O novo plano de carreira apresentado pelo comando da Polícia Militar de Santa Catarina (PMSC) reacendeu uma crise de confiança e indignação entre os praças. Divulgada como uma proposta de valorização, a medida foi recebida pela base como mais um símbolo de desigualdade dentro da instituição, um projeto que, segundo a tropa, favorece poucos e aprofunda o abismo entre oficiais e policiais da ponta.
O comando afirma que o texto cria “fluidez” na progressão profissional e assegura que todos os praças poderão chegar à graduação de subtenente em até 25 anos de serviço. Mas, para quem vive a rotina nas ruas, o plano é visto como um retrocesso que retarda as promoções, mantém o concurso interno e prolonga o tempo necessário para alcançar salários mais dignos.
Carreira travada e bolso vazio
Entre os praças, o sentimento é de frustração. Policiais destacam que o problema vai além da hierarquia: quanto mais lento o avanço na carreira, mais demorada é a melhora salarial.Muitos afirmam que passam duas ou três décadas com remunerações que mal acompanham o risco e a responsabilidade da função.

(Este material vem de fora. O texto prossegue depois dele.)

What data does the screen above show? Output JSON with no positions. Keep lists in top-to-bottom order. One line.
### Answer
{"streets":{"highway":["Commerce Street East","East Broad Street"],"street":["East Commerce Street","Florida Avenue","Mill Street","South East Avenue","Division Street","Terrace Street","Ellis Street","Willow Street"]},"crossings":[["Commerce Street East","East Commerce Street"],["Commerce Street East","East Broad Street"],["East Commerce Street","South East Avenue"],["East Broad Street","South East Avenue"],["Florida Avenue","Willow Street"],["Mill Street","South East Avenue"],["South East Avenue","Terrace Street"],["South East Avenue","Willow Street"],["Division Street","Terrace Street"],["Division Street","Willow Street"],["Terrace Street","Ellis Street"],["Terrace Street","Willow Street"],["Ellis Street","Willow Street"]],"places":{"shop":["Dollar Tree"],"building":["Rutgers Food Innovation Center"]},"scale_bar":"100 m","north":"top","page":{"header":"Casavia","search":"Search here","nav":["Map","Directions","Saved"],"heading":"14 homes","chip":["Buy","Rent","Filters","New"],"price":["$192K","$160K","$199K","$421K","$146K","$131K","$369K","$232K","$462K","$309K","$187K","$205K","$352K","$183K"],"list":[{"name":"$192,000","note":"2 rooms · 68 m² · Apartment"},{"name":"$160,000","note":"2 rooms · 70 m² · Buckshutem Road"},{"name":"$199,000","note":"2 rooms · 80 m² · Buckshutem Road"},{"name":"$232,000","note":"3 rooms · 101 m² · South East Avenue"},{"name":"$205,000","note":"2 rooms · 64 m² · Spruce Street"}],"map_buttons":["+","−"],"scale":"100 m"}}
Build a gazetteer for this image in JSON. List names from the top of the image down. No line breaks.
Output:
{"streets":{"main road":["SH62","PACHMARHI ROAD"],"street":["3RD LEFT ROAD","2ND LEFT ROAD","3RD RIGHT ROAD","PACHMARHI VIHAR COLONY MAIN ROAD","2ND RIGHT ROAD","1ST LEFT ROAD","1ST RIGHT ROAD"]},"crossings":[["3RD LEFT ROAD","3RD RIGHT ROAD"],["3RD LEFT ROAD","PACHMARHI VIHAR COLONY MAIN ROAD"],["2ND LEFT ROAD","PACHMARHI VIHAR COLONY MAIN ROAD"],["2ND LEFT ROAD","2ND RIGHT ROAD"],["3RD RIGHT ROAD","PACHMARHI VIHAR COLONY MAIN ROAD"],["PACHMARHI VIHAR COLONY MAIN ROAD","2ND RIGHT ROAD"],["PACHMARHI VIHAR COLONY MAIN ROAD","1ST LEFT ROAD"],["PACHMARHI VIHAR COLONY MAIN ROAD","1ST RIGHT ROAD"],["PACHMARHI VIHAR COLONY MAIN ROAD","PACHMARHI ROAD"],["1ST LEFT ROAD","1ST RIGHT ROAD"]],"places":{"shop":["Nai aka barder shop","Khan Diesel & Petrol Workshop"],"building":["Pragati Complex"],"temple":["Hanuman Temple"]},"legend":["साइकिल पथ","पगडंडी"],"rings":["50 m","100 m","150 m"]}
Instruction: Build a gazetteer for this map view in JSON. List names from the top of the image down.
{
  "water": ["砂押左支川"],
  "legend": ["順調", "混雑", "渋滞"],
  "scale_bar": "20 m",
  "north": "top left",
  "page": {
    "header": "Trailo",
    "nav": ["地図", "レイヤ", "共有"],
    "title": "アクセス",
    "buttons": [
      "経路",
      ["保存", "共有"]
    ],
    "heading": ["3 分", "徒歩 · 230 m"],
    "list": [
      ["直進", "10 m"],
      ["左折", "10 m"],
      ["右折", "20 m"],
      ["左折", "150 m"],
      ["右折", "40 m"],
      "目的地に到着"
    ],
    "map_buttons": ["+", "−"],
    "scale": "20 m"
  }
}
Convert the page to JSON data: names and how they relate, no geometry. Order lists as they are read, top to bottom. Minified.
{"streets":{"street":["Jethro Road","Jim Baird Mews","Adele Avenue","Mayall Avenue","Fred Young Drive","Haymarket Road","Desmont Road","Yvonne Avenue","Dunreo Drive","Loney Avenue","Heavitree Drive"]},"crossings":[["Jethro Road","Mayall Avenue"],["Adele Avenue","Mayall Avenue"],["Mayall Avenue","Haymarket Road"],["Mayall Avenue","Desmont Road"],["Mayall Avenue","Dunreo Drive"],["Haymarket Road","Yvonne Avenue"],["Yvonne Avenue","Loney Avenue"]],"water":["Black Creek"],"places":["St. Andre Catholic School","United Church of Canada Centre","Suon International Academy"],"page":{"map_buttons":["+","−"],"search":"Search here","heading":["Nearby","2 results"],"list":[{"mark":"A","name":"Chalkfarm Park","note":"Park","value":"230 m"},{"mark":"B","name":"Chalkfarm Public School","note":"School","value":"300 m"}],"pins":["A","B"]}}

Enquanto isso, a diferença em relação aos oficiais é gritante. Em cerca de dez anos, um tenente já pode alcançar o posto de capitão, com vencimentos superiores a R$ 20 mil. Do outro lado, quem patrulha as ruas e enfrenta o crime diariamente continua recebendo o “salário de base”, sem perspectiva de crescimento real.
Desigualdade interna e favorecimento
A insatisfação também é alimentada pela sensação de injustiça dentro da própria corporação. Policiais relatam que colegas próximos ao comando, lotados em cargos administrativos ou no Tribunal de Justiça e Assembleia Legislativa, recebem gratificações e benefícios quase dobrados em comparação com quem atua nas ruas.
Essa disparidade cria o sentimento de que existem “duas polícias” dentro da mesma instituição: uma de elite, protegida e bem remunerada, e outra exposta, sobrecarregada e esquecida.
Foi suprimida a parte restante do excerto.